* [EXERCISE GOAL]
Return all lines from the entries below in which the word "Task" is present.
::: GIVEN INFORMATION
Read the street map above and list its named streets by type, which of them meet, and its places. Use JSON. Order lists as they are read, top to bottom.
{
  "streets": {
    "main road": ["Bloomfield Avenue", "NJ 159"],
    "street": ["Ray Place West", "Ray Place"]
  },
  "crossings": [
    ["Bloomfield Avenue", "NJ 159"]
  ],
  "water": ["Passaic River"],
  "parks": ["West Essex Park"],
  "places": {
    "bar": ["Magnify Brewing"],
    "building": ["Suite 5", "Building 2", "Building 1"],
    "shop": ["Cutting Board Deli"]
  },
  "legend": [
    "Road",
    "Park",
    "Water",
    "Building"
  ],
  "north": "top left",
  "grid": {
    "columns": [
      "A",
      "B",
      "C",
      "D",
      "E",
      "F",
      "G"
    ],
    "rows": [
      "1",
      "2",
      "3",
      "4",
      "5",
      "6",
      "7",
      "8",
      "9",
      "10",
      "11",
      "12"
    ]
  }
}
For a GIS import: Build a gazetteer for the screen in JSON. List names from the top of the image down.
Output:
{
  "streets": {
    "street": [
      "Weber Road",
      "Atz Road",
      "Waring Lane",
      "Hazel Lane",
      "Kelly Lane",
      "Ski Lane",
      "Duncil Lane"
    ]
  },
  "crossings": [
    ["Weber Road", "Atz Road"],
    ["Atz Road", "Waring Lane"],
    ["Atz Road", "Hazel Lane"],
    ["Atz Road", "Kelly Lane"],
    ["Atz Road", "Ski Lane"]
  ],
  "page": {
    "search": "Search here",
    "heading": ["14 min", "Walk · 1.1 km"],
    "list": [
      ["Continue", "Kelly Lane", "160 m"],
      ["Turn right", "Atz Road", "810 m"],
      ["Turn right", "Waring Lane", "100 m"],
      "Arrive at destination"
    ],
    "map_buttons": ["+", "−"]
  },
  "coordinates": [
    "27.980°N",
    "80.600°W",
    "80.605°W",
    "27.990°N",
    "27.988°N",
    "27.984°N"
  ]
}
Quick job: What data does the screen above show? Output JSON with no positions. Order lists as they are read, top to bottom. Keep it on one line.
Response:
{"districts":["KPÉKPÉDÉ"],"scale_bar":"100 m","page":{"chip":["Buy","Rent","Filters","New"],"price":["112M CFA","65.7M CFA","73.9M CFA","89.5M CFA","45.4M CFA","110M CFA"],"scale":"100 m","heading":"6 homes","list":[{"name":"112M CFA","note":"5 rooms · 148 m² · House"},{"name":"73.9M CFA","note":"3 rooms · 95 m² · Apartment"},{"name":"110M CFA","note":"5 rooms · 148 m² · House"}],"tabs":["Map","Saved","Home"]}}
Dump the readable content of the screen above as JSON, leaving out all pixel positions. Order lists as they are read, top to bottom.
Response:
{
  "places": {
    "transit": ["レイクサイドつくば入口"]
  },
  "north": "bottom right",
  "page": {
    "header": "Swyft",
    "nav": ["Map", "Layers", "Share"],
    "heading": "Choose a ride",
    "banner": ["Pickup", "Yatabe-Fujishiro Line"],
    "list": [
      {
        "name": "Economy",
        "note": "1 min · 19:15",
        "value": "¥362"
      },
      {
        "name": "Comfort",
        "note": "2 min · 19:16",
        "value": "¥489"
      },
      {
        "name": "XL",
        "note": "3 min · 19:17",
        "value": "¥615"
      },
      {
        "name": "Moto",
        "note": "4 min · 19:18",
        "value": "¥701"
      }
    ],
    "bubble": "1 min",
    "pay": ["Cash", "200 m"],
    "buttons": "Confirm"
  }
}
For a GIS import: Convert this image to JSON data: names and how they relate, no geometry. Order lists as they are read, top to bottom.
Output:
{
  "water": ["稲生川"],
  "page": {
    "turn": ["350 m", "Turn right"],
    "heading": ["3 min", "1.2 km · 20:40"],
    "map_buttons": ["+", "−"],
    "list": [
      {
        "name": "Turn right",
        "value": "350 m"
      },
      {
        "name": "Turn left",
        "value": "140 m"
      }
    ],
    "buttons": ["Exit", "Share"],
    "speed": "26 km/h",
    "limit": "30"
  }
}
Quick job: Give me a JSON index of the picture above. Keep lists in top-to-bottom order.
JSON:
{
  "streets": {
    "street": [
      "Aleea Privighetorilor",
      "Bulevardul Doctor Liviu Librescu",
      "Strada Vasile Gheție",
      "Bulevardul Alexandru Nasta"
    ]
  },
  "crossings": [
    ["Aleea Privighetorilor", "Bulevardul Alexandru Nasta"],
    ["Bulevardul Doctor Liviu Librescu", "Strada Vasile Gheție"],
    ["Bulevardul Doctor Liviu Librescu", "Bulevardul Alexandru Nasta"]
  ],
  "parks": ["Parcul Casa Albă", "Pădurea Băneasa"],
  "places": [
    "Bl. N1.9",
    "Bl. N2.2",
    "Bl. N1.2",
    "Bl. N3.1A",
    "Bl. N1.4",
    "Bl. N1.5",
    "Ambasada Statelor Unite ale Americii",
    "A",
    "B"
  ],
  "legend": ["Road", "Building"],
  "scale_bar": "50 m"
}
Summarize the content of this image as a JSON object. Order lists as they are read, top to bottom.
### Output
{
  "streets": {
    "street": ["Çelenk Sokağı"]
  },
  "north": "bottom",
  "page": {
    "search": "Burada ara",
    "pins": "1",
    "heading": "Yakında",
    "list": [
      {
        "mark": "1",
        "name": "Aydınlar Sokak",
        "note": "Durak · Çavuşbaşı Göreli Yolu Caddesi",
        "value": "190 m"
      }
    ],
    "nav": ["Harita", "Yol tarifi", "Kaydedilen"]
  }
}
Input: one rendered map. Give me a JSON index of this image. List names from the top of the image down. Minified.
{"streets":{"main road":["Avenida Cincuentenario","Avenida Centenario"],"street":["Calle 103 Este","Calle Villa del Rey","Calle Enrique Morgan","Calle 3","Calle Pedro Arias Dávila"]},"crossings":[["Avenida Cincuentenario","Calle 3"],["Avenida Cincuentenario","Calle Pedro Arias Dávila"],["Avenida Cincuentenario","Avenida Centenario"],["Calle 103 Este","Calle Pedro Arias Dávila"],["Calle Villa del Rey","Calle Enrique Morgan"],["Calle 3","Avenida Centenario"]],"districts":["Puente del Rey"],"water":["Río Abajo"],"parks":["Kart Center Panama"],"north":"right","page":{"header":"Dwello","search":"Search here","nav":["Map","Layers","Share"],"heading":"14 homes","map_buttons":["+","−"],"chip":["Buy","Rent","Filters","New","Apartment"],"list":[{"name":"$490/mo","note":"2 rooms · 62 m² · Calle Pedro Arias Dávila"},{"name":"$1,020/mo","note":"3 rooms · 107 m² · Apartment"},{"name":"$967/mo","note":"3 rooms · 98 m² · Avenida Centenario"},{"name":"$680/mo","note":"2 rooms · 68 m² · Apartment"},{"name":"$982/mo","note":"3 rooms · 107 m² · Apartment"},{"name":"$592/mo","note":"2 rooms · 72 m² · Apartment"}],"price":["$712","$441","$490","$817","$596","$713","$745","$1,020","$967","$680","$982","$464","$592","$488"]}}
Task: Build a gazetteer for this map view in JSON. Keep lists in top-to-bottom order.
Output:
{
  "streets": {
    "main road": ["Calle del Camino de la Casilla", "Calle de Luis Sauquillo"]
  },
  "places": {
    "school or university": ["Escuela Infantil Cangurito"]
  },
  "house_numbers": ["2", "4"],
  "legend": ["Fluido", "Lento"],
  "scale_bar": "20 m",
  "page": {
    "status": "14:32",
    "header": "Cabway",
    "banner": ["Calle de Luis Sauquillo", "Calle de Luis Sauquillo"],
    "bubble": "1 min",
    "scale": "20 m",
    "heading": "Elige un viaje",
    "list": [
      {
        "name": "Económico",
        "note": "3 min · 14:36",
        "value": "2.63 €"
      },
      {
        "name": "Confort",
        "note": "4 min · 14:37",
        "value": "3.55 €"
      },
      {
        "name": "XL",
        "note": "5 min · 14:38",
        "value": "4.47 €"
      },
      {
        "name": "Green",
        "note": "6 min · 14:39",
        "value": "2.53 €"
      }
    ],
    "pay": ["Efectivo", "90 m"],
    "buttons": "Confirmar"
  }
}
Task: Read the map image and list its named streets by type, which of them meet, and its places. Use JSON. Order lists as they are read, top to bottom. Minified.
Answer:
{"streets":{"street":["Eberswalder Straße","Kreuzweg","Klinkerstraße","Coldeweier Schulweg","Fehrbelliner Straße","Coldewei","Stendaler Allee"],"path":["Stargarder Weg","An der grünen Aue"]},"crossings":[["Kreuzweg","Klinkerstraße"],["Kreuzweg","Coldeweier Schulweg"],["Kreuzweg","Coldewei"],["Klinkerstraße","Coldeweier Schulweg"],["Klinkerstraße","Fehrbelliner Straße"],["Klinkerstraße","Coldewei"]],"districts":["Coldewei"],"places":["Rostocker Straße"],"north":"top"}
::::::
* [RESPONSE FOR THIS EXERCISE]
Task: Build a gazetteer for this map view in JSON. Keep lists in top-to-bottom order.
Task: Read the map image and list its named streets by type, which of them meet, and its places. Use JSON. Order lists as they are read, top to bottom. Minified.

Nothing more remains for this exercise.